EXTRACTED INFORMATION –
++++++++
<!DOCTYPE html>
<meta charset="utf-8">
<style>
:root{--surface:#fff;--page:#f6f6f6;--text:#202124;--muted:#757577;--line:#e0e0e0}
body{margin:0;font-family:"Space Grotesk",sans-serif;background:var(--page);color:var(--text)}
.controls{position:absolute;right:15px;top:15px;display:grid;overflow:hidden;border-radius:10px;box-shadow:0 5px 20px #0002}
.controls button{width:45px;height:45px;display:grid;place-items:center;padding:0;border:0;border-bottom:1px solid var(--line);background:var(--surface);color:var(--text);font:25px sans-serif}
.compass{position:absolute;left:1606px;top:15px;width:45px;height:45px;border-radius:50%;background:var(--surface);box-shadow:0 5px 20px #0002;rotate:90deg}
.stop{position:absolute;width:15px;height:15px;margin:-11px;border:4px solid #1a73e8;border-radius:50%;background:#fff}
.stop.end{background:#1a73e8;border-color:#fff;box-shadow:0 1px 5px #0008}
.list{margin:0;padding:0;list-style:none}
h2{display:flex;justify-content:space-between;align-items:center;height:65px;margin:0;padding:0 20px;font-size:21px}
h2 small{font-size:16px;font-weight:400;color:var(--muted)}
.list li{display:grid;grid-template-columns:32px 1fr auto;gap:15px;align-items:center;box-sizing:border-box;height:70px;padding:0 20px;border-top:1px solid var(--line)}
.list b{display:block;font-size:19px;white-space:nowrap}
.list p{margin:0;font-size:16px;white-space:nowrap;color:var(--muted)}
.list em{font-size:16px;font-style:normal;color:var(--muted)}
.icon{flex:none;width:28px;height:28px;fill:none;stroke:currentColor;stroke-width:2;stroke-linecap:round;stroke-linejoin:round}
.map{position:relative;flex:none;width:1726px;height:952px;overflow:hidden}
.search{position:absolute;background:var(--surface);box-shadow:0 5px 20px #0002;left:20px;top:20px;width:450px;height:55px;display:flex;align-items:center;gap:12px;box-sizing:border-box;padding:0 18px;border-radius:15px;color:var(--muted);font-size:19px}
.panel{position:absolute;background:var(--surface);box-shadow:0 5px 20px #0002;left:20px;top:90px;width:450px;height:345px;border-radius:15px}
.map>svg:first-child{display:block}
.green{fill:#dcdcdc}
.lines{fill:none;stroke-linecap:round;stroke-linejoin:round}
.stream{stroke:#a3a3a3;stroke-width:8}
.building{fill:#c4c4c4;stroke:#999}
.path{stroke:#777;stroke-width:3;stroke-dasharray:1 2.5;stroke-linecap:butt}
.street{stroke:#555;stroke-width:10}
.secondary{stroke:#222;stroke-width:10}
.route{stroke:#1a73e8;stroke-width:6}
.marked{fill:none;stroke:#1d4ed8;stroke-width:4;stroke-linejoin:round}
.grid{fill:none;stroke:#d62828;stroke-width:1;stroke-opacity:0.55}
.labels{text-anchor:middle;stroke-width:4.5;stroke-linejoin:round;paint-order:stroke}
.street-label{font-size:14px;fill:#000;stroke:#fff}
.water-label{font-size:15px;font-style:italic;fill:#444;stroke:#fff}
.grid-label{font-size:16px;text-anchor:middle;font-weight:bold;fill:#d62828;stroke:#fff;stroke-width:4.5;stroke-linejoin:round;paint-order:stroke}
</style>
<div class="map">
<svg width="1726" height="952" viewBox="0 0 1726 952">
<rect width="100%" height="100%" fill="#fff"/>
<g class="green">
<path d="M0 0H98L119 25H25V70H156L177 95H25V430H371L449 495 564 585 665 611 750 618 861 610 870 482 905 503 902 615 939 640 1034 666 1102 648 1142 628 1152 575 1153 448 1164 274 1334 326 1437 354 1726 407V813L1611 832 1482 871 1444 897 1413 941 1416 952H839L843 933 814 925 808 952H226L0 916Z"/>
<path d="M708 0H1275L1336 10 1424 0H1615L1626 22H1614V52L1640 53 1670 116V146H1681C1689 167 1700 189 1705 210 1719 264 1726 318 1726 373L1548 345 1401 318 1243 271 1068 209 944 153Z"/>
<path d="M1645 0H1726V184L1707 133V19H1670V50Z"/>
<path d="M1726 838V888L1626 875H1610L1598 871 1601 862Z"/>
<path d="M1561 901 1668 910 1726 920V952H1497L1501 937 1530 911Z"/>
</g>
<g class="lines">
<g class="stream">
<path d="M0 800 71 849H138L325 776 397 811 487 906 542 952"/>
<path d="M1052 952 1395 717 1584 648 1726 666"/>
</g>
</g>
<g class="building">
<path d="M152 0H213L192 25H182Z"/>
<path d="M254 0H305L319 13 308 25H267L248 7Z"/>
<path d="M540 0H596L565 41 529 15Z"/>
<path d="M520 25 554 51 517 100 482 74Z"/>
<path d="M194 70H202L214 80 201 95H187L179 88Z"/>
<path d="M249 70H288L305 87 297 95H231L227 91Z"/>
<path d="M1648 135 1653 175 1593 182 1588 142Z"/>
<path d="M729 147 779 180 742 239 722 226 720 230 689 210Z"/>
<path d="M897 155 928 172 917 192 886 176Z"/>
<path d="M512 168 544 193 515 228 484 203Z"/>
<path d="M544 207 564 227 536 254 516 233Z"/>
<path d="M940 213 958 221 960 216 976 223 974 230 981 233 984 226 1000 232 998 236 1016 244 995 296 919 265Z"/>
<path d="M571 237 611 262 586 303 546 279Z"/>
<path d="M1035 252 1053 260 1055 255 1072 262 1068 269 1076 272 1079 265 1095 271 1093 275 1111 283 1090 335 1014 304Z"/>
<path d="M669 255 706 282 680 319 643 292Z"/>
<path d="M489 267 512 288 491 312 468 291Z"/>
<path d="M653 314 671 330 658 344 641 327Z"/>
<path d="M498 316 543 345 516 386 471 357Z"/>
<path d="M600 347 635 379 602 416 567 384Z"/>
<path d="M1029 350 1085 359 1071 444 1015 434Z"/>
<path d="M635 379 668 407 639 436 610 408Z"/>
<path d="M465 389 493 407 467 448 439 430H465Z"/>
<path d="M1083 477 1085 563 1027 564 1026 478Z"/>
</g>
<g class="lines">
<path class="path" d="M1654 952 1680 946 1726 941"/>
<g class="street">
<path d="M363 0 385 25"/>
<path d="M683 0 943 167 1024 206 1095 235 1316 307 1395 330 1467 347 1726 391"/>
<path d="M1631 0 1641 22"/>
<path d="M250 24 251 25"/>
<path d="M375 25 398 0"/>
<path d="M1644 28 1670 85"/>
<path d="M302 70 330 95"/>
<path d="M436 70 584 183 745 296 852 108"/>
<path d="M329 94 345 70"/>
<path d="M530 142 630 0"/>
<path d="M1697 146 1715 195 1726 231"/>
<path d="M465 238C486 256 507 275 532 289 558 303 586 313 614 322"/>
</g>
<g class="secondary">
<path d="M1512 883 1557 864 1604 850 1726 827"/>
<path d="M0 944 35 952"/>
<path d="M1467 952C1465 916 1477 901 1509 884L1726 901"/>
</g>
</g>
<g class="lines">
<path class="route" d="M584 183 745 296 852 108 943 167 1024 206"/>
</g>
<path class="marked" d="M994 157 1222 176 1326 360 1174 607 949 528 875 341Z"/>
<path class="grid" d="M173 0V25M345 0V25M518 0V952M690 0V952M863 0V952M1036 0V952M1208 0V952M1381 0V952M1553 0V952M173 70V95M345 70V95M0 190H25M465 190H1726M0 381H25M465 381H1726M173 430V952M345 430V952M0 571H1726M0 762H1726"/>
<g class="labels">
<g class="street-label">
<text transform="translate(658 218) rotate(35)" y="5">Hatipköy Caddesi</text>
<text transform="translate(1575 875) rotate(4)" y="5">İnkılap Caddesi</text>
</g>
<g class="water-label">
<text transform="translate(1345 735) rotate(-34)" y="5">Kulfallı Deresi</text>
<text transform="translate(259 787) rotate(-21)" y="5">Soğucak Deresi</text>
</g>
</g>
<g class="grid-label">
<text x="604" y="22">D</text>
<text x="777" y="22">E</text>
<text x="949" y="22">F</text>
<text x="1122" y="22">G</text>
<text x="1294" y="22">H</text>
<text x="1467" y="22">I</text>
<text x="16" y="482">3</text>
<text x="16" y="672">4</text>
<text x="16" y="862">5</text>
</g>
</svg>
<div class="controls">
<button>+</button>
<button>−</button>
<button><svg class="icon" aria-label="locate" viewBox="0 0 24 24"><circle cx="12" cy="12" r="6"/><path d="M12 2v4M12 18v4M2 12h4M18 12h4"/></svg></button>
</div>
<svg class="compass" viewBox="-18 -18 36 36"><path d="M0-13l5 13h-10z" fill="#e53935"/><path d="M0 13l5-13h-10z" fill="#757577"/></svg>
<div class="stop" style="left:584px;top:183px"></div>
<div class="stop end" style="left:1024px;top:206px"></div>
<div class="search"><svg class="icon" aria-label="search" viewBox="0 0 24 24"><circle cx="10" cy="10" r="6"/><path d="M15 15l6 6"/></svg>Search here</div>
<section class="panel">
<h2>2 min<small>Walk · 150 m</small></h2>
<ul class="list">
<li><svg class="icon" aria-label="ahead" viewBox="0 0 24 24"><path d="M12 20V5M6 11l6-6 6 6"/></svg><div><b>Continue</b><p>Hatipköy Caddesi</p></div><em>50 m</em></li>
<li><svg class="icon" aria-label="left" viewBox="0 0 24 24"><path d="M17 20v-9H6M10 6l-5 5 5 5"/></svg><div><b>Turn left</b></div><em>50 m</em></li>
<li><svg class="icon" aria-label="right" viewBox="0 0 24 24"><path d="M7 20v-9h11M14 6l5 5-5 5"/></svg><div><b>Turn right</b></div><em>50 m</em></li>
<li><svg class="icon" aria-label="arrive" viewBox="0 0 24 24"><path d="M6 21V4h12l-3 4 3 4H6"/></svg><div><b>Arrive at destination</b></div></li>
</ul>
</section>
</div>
++++++++
ABOUT THIS TASK –
When a line in the material above includes "white", report that line by copying it.

COMPLETED TASK –
.list b{display:block;font-size:19px;white-space:nowrap}
.list p{margin:0;font-size:16px;white-space:nowrap;color:var(--muted)}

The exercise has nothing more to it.